Depresyon dünyada süratle yayılan ve Türkiyede son 5 yılda %70 oranında artan bir hastalık. Türkiye ‘de nüfusun 10 da 1 i hayatlarının bir kısmında antidepresan kullanan şahıslardan oluşuyor. Buna ek olarak aslında depresyon hastası olup klinisyenler tarafından görülmemiş ve teşhis konulmamış şahıslar eklenirse depresyonun ne kadar yaygın bir sıhhat sorunu olduğu apaçık karşımıza çıkıyor.

Depresyonun çok geniş spektrumda nedenleri bulunmakta.

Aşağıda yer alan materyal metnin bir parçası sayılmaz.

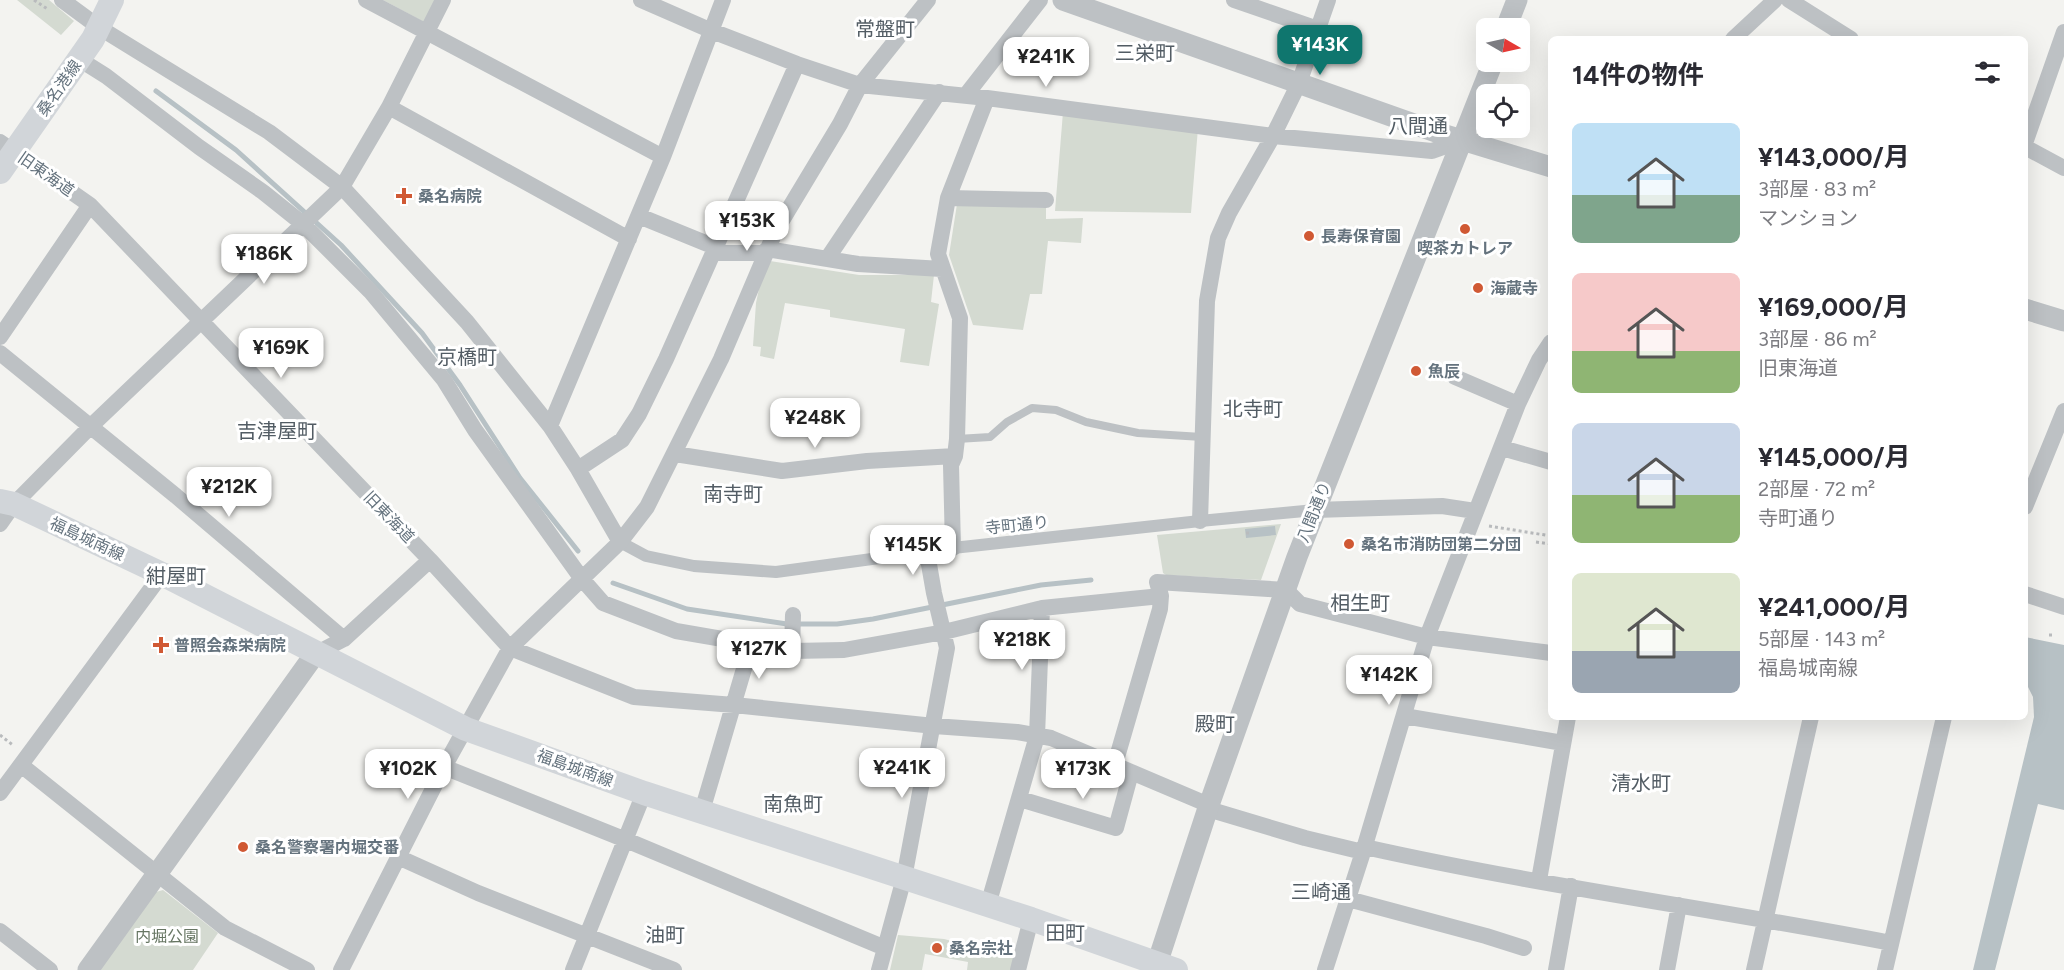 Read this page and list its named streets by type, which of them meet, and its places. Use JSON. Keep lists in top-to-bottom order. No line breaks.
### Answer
{"streets":{"main road":["桑名港線","福島城南線"],"street":["旧東海道","八間通り","寺町通り"]},"crossings":[["桑名港線","旧東海道"],["八間通り","寺町通り"],["八間通り","福島城南線"]],"districts":["常盤町","三栄町","八間通","京橋町","北寺町","吉津屋町","南寺町","紺屋町","相生町","殿町","清水町","南魚町","三崎通","田町","油町"],"parks":["内堀公園"],"places":{"health":["桑名病院","普照会森栄病院"],"other":["喫茶カトレア","長寿保育園","海蔵寺","魚辰","桑名市消防団第二分団","桑名警察署内堀交番","桑名宗社"]},"north":"right","page":{"price":["¥143K","¥241K","¥153K","¥186K","¥169K","¥248K","¥212K","¥145K","¥218K","¥127K","¥142K","¥241K","¥102K","¥173K"],"heading":"14件の物件","list":[{"name":"¥143,000/月","note":"3部屋 · 83 m² · マンション"},{"name":"¥169,000/月","note":"3部屋 · 86 m² · 旧東海道"},{"name":"¥145,000/月","note":"2部屋 · 72 m² · 寺町通り"},{"name":"¥241,000/月","note":"5部屋 · 143 m² · 福島城南線"}]}}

Makûs ömür şartları, fizikî cinsel suistimaller,genetik geçiş , hormonal bozukluklar , işsizlik , maddi sorunlar , aile içi sorunlar ve kimi ilaçlar yan tesir olarak depresyona neden olabilir.

Bunlara ek olarak depresyon durumunda beyinde kimi kimyasallarda dengesizlik gelişir. Anti depresan ilaçlar temelde bu kimyasalları dengelemek hedefiyle Antidepresan ilaçları üretip hastaları tedavi etmeye çalışır.

Ancak kimi çalışmalar bize beyinde değişen kimyasallar dışında depresyonun öbür nedenleri de olabiliyor. Birtakım depresyon hastaları üzerinde yapılan çalışmalarda hastaların yalnızca %25 inde beyinde seratonin ve norepinefrine hormonlarının azaldığından bahsediyor. https://bit.ly/2tWzgp5

Bazı hastalarda bu hormonlar tam bilakis yüksek bulunabiliyor.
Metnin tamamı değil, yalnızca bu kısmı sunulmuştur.